Kevin O'Leary: Busy Moms May Make Better CEOs

Kevin O’Leary may think it’s a bad idea to invest in Alberta right now — after all, he believes the province has “fallen off the cliff into a socialist bog” — but there’s one category he does think is a good investment: Companies run by women.

In fact, it’s becoming something of a theme with him lately. The entrepreneur known for his sting opposite Amanda Lang on the "Lang & O’Leary Exchange" and for his appearances on “Dragon’s Den” and ABC’s “Shark Tank” came out last month in a big way in favour of female CEOs.

Why? Because companies run by women represent 55 per cent of his investment portfolio, but 100 per cent of his earnings.

In an interview with HuffPost Live Monday, O’Leary elaborated on why he thinks women are doing better than men.

“There’s an old adage that says, “If you want to get something done, give it to a busy mother,’” he said.

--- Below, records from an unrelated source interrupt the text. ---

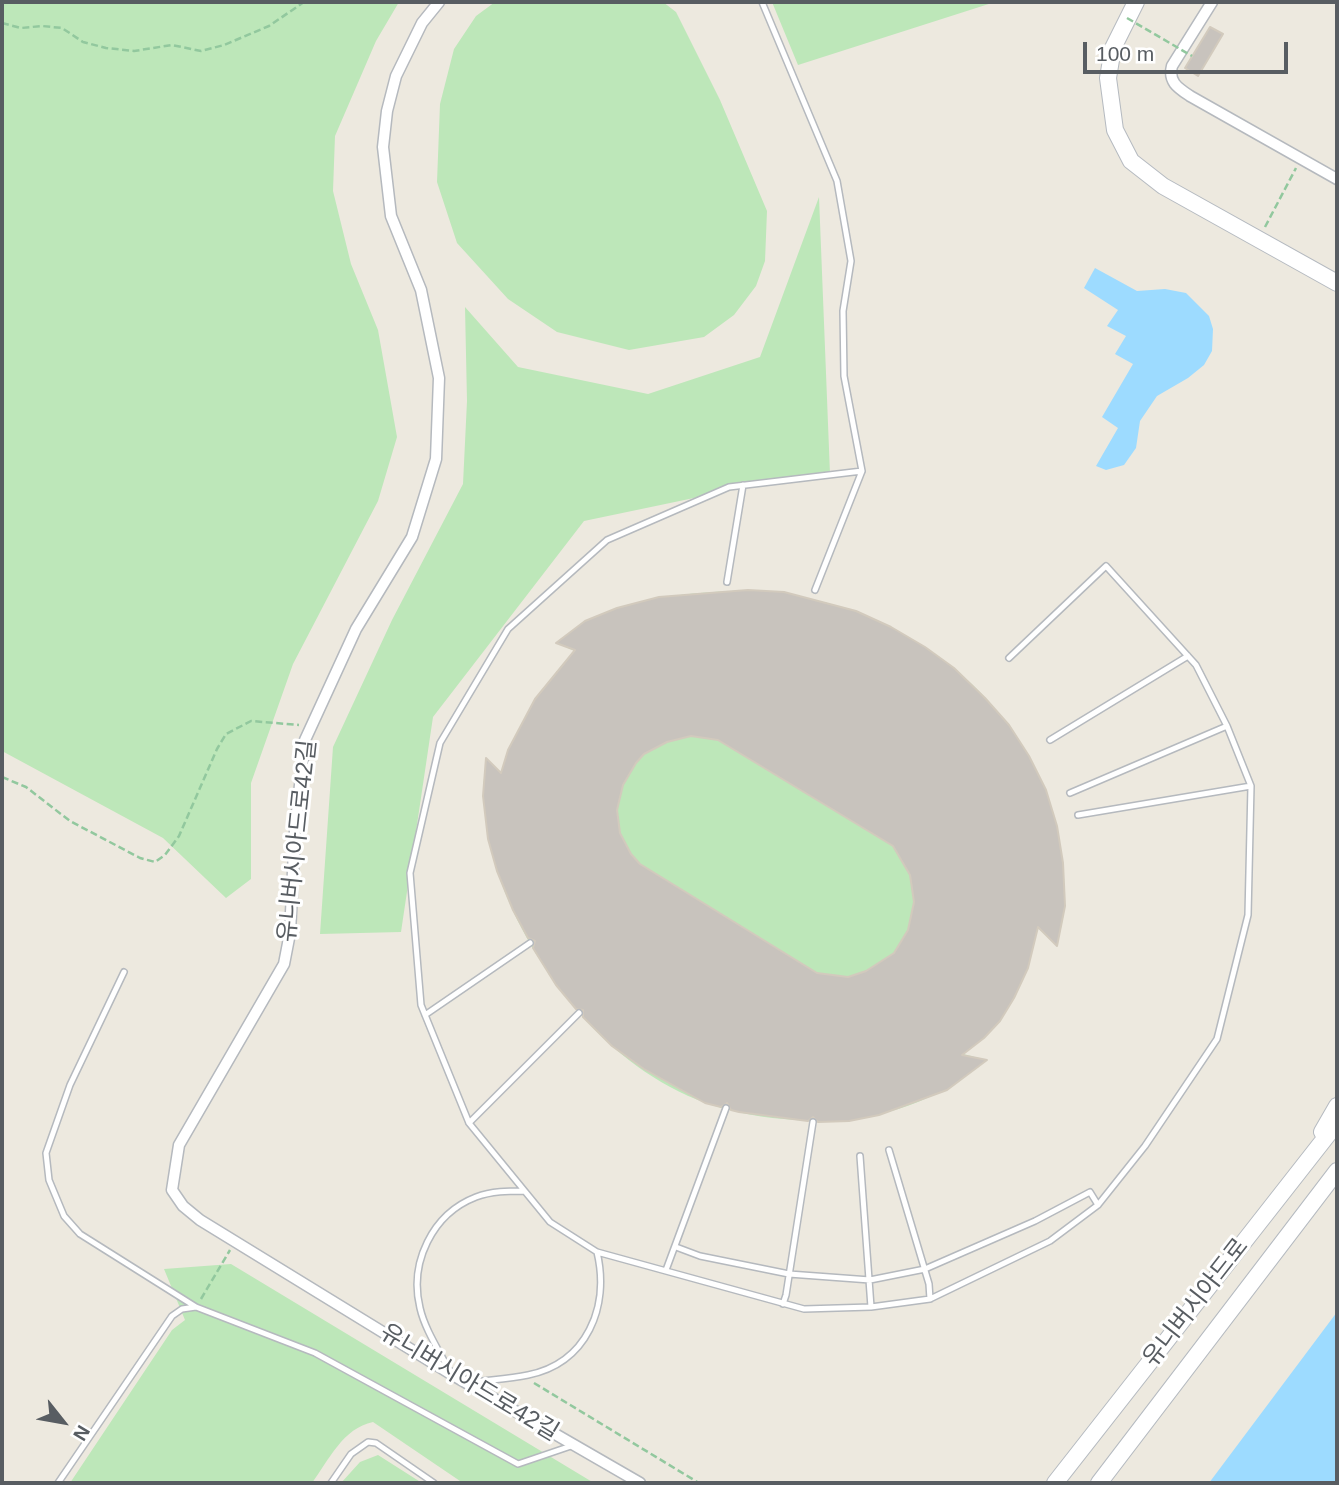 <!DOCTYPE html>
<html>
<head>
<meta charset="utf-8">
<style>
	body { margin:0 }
	#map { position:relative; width:1339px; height:1485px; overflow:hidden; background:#ede9df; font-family:Arial,sans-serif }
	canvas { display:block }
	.frame { position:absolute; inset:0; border:4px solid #585d62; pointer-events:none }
	.north { position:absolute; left:28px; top:1387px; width:70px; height:70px; -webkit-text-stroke:5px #fff; paint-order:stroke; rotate:121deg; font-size:19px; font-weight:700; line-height:28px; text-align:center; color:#585d62 }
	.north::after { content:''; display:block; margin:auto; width:24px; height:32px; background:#585d62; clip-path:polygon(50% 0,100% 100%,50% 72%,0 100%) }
	.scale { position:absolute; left:1083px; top:42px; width:205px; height:32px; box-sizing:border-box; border:4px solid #585d62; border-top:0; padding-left:9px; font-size:21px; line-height:24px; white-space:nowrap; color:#585d62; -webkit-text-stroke:5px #fff; paint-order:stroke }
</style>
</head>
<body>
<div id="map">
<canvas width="1339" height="1485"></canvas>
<div class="frame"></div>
<div class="north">N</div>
<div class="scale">100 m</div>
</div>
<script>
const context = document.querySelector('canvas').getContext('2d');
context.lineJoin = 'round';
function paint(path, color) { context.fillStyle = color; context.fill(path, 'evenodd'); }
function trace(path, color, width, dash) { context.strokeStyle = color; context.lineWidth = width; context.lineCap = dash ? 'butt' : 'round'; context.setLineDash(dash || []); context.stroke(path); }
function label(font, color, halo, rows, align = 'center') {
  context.font = font + ' Arial,"Noto Sans KR",sans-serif'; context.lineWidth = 6; context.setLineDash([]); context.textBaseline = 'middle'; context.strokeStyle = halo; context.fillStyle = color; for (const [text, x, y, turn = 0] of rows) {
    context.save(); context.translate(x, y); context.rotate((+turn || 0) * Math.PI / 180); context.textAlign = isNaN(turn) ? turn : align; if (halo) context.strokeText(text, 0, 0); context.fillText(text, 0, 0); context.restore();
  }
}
const green = new Path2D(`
	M2 2H399L376 41 335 136 333 191 351 264 378 330 397 437 378 501 293 664 251 783V879L226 898 163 838 2 751Z
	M495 2H663L676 12 720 100 767 211 765 261 756 286 734 315 704 337 629 350 557 332 508 299 457 243 437 182 440 104 454 49 476 16Z
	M772 2H995L798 65Z
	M819 197 830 474 737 489 584 521 433 717 401 932 320 934 333 747 392 620 463 484 467 401 465 307 518 367 648 394 760 357Z
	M748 590C917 599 1069 726 1065 904 1064 918 1060 932 1057 946L1038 928C1025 983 1009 1019 963 1054L987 1060C932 1106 866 1126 795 1120 765 1118 734 1113 706 1103 608 1068 532 970 498 874 494 861 492 846 490 832 488 820 484 808 483 796 483 783 485 770 486 758L501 773C516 725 541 687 575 651L556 643C566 636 576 626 587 621 636 595 694 593 748 590Z
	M231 1264 594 1483H463L373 1422C343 1428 329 1460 312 1483H70L172 1330 185 1320 164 1269Z
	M378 1455 422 1483H341L360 1462Z`);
const water = new Path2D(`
	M1095 268 1137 291 1165 289 1186 293 1209 316 1213 329 1212 351 1204 365 1188 378 1157 396 1140 421 1136 448 1124 465 1106 470 1096 466 1118 428 1102 417 1133 364 1115 354 1126 336 1107 326 1118 310 1084 288Z
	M1337 1312V1483H1209Z`);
const building = new Path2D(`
	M1210 27 1223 34 1198 76 1185 68Z
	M748 590 784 592 856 611 891 627 925 647 954 668 985 698 1009 725 1029 756 1046 790 1057 826 1063 863 1065 906 1057 946 1038 927 1028 968 1014 998 1000 1021 984 1038 962 1055 987 1060 947 1090 879 1115 849 1121 818 1122 813 1117 808 1121 739 1112 731 1110 727 1103 721 1107 705 1103 644 1069 612 1046 583 1017V1010L576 1009 556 985 533 948 535 941 528 938 513 910 497 871 488 839 483 796 486 758 501 773 508 750 535 699 575 650 556 643 585 621 617 608 659 597ZM691 736 718 740 893 846 910 875 914 902 908 930 894 953 866 971 848 977 817 973 640 864 631 854 620 833 617 810 623 785 636 763 644 754 667 742Z`);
const path = new Path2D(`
	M2 23 21 28 42 26 62 28 83 42 106 48 134 51 172 45 201 51 224 45 269 26 304 2
	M1265 227 1296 168
	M2 777 26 787 70 821 140 858 155 862 165 855 179 836 217 749 226 734 251 721 299 725
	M201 1299 230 1250
	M534 1383 699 1483`);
const service = new Path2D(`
	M762 2 837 181 851 261 843 311 844 376 862 471 815 590
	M862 471 729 487 607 540 508 629 440 743 410 873 421 1005 469 1123 550 1222 597 1252 804 1309 871 1307 930 1299 1050 1241 1098 1205 1145 1146 1217 1039 1248 915 1251 786 1227 726 1196 665 1106 566 1009 658
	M727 582 743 485
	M1050 740 1188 656
	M1070 793 1227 726
	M1078 815 1251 786
	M124 972 70 1085 46 1153 49 1180 64 1216 80 1234 196 1307 315 1353 518 1464 571 1446
	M425 1015 530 943
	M469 1123 579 1013
	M889 1150 929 1284 930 1299
	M860 1156 871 1307
	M676 1247 700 1256 789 1274 870 1280 925 1269 1035 1221 1090 1192 1098 1205
	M666 1270 726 1108
	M783 1304 786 1295 813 1122
	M450 1372C440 1352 425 1330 420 1308 409 1263 432 1214 476 1197 492 1191 508 1191 524 1191
	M468 1383C488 1380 508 1379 528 1375 587 1363 610 1307 597 1252
	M58 1483 172 1316 182 1309 196 1307
	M331 1483 351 1454 368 1442 376 1443 434 1483`);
const minor = new Path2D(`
	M439 2 422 23 396 76 387 111 383 147 391 216 421 290 439 378 436 459 412 537 356 629 305 740 295 830 290 933 284 964 179 1145 172 1190 183 1206 200 1220 451 1374 640 1483
	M1212 2 1172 66C1168 82 1178 88 1190 96L1337 179`);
const secondary = new Path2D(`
	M1136 2 1113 48 1108 78 1115 130 1131 161 1163 186 1337 283
	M1322 1132 1337 1106
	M1055 1483 1337 1123
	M1099 1483 1337 1171`);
const pathBridge = new Path2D(`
	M1127 18 1192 56`);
const streetNames = [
	["유니버시아드로42길",298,841,-84],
	["유니버시아드로",1196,1303,-52],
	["유니버시아드로42길",469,1383,31]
];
paint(green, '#bde7b9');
paint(water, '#9ddbff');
paint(building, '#c8c3bd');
trace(building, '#d2cabd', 2);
trace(service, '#b5b9be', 8);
trace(minor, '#b5b9be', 13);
trace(secondary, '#b5bac0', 18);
trace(path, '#92c89e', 2.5, [7, 3.5]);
trace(service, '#fff', 5);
trace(minor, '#fff', 10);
trace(secondary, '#fff', 16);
trace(pathBridge, '#92c89e', 2.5, [7, 3.5]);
label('24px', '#585d62', '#fff', streetNames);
</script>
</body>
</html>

“They’re so advanced at managing their time — raising a family, taking care of kids, and doing something else in addition to that, like running a businesses — so maybe it’s their ability to manage time that’s taking them ahead in running small cap, mid-cap businesses.”

O’Leary said he first noticed this trend when he took stock of six years’ worth of investments he had made into companies that appeared on the ABC reality show “Shark Tank.”

He found only some of the companies he invested in returned him money in the past six years, and “the only commonality … is they’re run by women. That was the big a-ha moment.”

But it’s not just being moms that help women be better business leaders, according to O’Leary. In an interview with Entrepeneur.com, he suggested women bring a more realistic approach to business goals as well.

“They take less risk, they are more goal orientated in terms of setting targets and meeting them. If they say, ‘I am going to expand capacity’ or ‘we’re going to increase distribution in the next quarter’, they deliver,” he explained. “It’s not an intuitive feeling. It’s actual hardcore results.”

While some entrepreneurs may question whether women “taking less risk,” as O’Leary put it, is actually good for business, some studies bear out his argument.

A 2014 analysis found that, among Fortune 1000 companies, those with CEOs outperformed the others on the stock market. Female CEOs brought investors better returns than male CEOs over the course of their tenure, the analysis found.

Female business leaders seem to be especially useful in times of crisis. A 2012 study from Credit Suisse’s research arm looked at the previous six years (which covered the financial crisis of 2008-2009) and found that companies that have female-friendly boards had performed 17 per cent better over that rough period than companies that had no female board members. Among large companies, that advantage grew to 26 per cent.

"Stocks of companies with women on boards tend to be a little more risk averse and have on average a little less debt, which seems to be one of the key reasons why they've outperformed so strongly in this particular period," a Credit Suisse researcher said at the time.